The Ādittapariyāya Sutta is found in volume four of the Saṃyuttanikāya. According to the account in the Saṃyuttanikāya, the Buddha taught the Ādittapariyāya Sutta at Gayāsīsa to one thousand fire-worshipping ascetics.
This discourse is quite short and straightforward. The six sense bases are on fire with passion, ill-will, and delusion. These mental defilements lead to suffering. If one understands them clearly, one becomes disenchanted towards all objects of the six senses, which leads to liberation and nibbāna.
“ The all, monks, is burning. What, monks, is the all that is burning? The eye is burning, sights are burning, eye-consciousness is burning, eye-contact is burning, and the pleasant, painful, or neutral feelings that arise dependent on eye-contact, those too are burning. With what are they burning? They are burning with the fire of passion, the fire of ill-will, and the fire of delusion; I declare that they are burning with the fire of birth, aging, death, grief, lamentation, pain, sorrow, and despair ”.
“ The ear is burning … the mind is burning, mental-objects are burning … I declare that they are burning with the fires of birth, aging, death, grief, lamentation, pain, sorrow, and despair ”.

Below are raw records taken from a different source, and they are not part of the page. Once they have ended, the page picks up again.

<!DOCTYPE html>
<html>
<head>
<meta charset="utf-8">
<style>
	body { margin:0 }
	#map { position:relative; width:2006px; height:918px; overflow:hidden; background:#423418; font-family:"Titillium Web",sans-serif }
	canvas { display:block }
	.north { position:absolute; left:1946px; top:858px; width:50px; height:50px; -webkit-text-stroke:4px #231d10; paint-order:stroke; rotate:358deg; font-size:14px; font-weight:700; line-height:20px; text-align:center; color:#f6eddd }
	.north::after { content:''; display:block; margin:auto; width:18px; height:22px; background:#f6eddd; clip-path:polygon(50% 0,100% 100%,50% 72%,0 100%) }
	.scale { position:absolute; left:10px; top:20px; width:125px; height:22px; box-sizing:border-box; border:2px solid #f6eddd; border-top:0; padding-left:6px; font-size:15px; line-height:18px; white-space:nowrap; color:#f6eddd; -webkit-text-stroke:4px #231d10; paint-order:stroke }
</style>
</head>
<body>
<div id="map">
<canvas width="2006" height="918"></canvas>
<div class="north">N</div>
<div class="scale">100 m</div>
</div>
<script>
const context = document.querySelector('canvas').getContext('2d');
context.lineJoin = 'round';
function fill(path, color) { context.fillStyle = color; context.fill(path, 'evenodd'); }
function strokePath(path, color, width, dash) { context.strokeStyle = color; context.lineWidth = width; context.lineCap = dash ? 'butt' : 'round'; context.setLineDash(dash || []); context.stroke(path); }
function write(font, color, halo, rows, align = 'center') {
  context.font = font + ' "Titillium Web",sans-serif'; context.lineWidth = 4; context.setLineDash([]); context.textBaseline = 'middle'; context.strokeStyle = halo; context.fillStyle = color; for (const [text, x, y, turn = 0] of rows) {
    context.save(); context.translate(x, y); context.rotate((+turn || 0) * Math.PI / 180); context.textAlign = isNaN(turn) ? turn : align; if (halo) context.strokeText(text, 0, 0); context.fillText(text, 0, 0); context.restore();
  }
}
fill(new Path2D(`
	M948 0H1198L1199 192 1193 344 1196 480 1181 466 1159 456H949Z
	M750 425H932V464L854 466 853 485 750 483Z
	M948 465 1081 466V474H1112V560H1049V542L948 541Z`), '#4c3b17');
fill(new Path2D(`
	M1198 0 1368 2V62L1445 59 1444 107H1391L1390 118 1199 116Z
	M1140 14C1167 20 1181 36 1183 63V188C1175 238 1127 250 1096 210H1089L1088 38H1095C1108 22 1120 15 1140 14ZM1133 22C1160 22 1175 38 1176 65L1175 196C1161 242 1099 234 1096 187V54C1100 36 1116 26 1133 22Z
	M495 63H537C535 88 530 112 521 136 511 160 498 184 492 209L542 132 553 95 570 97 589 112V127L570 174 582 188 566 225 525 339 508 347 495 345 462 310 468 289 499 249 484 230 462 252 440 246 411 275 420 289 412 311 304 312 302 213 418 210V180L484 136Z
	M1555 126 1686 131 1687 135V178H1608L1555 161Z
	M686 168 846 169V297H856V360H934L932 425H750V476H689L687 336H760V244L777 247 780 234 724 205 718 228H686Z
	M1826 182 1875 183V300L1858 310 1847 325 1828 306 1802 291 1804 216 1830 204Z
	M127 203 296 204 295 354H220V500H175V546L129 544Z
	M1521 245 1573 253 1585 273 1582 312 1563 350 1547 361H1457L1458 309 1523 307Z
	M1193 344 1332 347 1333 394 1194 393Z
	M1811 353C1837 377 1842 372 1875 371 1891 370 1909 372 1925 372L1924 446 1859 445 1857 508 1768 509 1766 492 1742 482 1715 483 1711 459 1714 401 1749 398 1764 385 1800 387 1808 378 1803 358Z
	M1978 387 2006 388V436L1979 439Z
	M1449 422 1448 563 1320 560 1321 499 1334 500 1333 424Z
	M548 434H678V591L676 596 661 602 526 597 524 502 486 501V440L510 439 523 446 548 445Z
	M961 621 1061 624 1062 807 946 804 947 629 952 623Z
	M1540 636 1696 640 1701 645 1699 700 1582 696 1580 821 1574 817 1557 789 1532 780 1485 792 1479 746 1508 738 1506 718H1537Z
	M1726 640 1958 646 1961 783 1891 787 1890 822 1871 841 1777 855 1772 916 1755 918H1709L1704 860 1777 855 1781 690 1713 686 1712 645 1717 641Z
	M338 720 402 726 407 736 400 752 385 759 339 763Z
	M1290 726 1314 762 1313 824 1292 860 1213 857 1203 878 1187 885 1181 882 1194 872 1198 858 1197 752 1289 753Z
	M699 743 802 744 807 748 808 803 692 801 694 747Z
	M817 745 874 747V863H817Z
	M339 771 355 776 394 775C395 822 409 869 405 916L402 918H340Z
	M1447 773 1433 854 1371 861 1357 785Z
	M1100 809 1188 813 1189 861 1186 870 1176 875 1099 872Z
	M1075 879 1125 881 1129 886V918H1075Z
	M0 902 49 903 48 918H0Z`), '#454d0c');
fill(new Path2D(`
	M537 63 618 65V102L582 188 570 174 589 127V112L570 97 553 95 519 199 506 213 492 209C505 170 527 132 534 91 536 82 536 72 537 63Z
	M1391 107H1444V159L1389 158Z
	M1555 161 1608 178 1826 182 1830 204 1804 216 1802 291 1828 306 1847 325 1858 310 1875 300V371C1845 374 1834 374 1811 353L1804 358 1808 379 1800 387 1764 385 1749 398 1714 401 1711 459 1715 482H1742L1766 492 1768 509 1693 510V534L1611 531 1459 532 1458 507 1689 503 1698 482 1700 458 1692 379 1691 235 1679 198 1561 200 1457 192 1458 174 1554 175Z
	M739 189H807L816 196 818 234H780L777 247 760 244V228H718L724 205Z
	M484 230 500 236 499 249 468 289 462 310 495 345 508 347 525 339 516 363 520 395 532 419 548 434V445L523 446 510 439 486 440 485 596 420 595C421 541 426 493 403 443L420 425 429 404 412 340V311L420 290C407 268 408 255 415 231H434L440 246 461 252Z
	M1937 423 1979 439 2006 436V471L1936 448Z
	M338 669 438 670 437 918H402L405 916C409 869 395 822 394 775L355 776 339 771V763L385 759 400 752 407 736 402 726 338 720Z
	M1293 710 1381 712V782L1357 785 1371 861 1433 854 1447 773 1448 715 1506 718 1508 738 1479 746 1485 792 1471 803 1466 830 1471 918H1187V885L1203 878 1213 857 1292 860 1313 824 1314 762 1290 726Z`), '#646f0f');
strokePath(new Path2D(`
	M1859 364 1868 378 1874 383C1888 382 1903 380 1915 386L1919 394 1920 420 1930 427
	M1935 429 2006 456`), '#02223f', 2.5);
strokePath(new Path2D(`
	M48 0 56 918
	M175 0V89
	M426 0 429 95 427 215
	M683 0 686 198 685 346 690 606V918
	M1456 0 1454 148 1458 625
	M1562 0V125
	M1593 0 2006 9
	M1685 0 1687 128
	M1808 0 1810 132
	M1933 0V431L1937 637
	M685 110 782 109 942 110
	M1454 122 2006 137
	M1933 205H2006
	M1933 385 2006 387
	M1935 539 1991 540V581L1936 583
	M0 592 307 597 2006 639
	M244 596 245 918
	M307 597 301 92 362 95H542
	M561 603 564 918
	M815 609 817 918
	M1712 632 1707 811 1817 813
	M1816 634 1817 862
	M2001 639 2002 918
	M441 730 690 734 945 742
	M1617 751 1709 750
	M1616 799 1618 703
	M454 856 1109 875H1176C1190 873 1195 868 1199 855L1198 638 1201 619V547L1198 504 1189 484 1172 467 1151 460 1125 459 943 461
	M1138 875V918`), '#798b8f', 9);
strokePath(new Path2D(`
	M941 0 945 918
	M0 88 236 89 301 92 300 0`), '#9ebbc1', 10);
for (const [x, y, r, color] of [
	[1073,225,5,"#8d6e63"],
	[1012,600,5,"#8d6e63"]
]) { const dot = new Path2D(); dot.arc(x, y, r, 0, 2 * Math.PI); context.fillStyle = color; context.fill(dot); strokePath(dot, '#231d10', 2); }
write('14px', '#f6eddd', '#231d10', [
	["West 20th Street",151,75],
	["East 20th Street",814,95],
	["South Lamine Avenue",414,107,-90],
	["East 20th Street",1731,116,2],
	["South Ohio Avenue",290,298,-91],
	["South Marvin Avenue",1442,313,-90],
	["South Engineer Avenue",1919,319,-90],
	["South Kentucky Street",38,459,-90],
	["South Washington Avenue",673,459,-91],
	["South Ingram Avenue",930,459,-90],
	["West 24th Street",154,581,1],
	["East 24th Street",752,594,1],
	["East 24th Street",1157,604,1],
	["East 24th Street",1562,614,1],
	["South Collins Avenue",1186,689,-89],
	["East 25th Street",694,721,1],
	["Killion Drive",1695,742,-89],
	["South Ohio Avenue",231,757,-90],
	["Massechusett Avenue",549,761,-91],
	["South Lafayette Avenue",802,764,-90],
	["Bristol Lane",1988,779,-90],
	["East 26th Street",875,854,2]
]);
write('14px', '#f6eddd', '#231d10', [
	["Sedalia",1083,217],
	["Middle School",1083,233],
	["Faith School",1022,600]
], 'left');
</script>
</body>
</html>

“ Seeing thus, monks, the learned noble disciple is disenchanted with the eye, with sights, eye-consciousness, eye-contact, pleasant, unpleasant, or neutral feelings that arise dependent on eye-contact. He is disenchanted with sounds … disenchanted with odours, disenchanted with tastes, disenchanted with touches, disenchanted with mental objects. Being disenchanted, he is dispassionate, being dispassionate he is liberated, and the knowledge arises that he is liberated. Birth is destroyed, the holy life has been lived, what should be done has been done, and he knows that there will be no more of this (birth, aging, etc.) ”.